> _THE TASK_
All of the data must be output exactly, with every picture left out.

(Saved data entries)
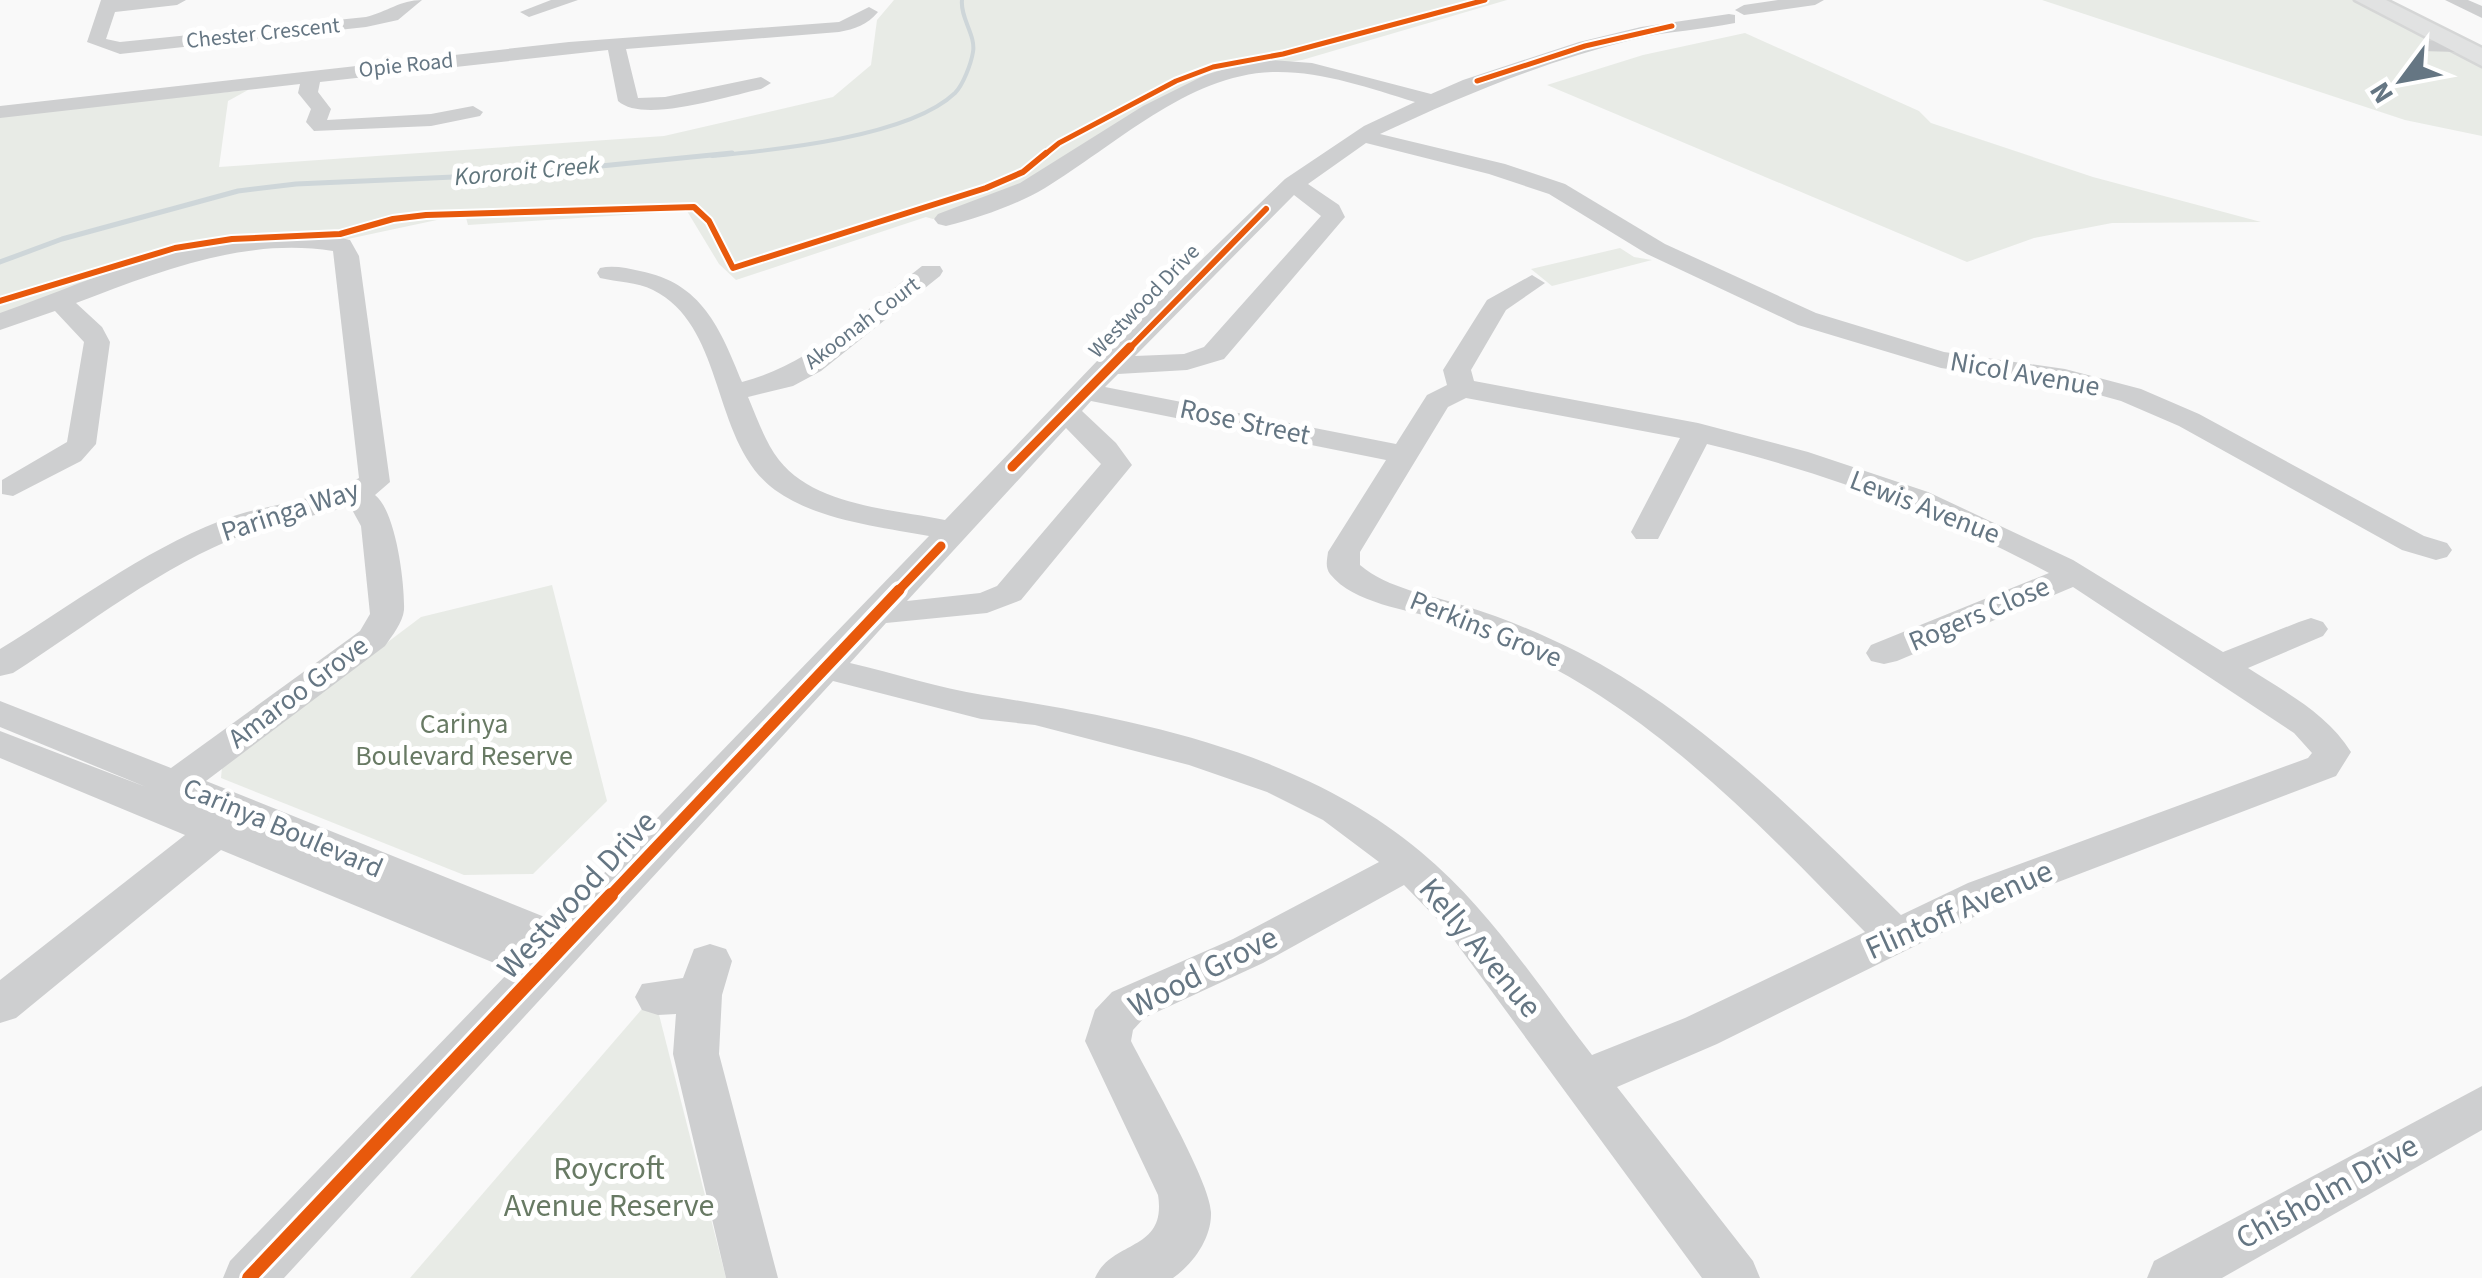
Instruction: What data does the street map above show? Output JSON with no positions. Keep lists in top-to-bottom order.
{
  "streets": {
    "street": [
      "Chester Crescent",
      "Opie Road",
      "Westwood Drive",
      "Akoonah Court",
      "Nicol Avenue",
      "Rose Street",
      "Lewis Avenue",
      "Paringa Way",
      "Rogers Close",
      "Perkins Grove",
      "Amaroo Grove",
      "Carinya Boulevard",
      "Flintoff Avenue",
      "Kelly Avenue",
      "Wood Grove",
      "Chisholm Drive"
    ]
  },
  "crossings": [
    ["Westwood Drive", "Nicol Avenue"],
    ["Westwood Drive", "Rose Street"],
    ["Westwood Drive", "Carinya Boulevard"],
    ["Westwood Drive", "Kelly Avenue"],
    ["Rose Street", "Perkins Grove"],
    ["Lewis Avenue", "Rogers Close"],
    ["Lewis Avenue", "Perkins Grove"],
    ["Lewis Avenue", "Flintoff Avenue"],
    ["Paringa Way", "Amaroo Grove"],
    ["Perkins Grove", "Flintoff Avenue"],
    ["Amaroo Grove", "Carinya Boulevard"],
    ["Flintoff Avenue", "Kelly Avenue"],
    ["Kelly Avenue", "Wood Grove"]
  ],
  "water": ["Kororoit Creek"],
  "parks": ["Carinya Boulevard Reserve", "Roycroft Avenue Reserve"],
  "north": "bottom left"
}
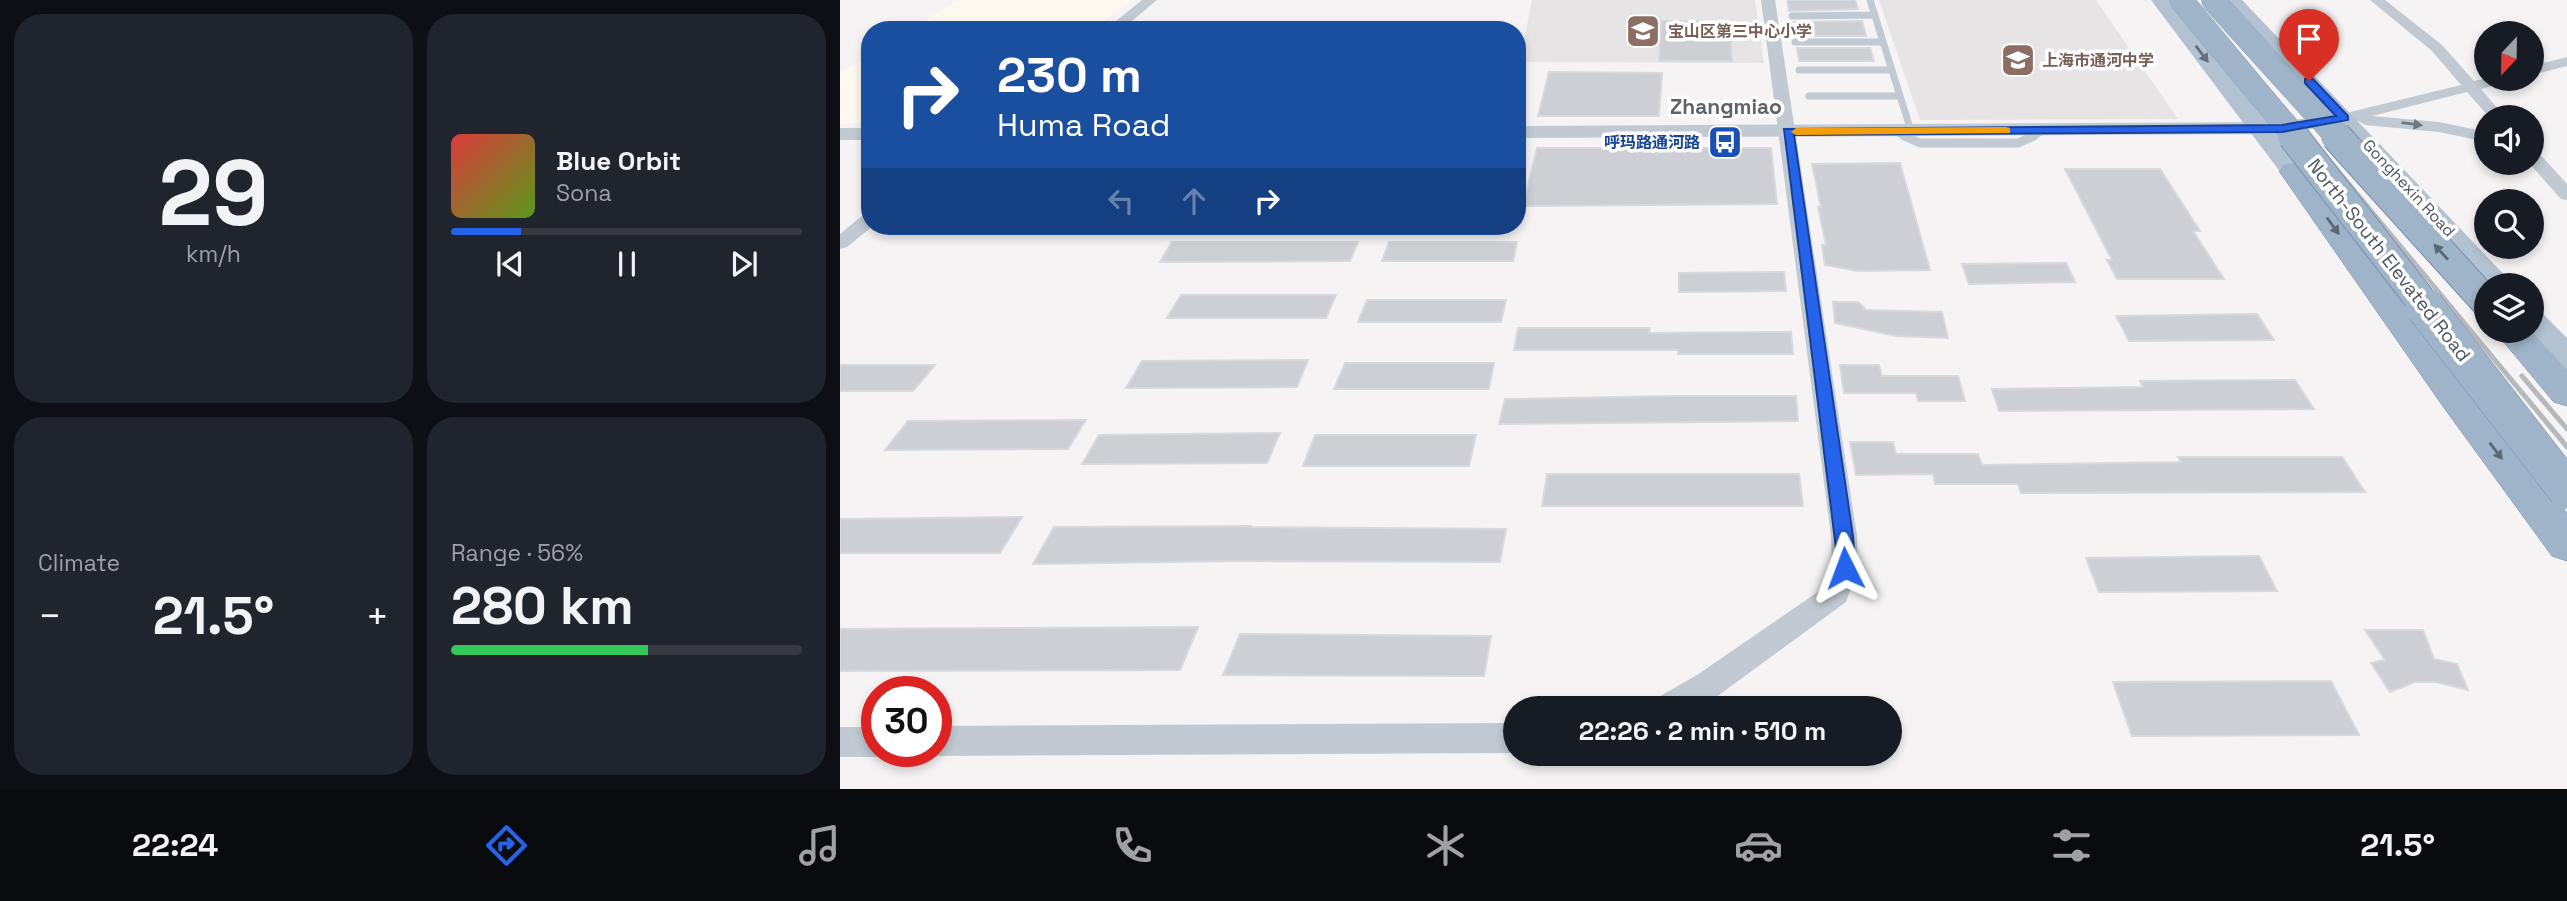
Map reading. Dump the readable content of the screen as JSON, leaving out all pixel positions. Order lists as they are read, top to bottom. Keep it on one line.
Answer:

> _ANSWER_
Instruction: What data does the street map above show? Output JSON with no positions. Keep lists in top-to-bottom order.
{
  "streets": {
    "street": [
      "Chester Crescent",
      "Opie Road",
      "Westwood Drive",
      "Akoonah Court",
      "Nicol Avenue",
      "Rose Street",
      "Lewis Avenue",
      "Paringa Way",
      "Rogers Close",
      "Perkins Grove",
      "Amaroo Grove",
      "Carinya Boulevard",
      "Flintoff Avenue",
      "Kelly Avenue",
      "Wood Grove",
      "Chisholm Drive"
    ]
  },
  "crossings": [
    ["Westwood Drive", "Nicol Avenue"],
    ["Westwood Drive", "Rose Street"],
    ["Westwood Drive", "Carinya Boulevard"],
    ["Westwood Drive", "Kelly Avenue"],
    ["Rose Street", "Perkins Grove"],
    ["Lewis Avenue", "Rogers Close"],
    ["Lewis Avenue", "Perkins Grove"],
    ["Lewis Avenue", "Flintoff Avenue"],
    ["Paringa Way", "Amaroo Grove"],
    ["Perkins Grove", "Flintoff Avenue"],
    ["Amaroo Grove", "Carinya Boulevard"],
    ["Flintoff Avenue", "Kelly Avenue"],
    ["Kelly Avenue", "Wood Grove"]
  ],
  "water": ["Kororoit Creek"],
  "parks": ["Carinya Boulevard Reserve", "Roycroft Avenue Reserve"],
  "north": "bottom left"
}
Map reading. Dump the readable content of the screen as JSON, leaving out all pixel positions. Order lists as they are read, top to bottom. Keep it on one line.
Answer:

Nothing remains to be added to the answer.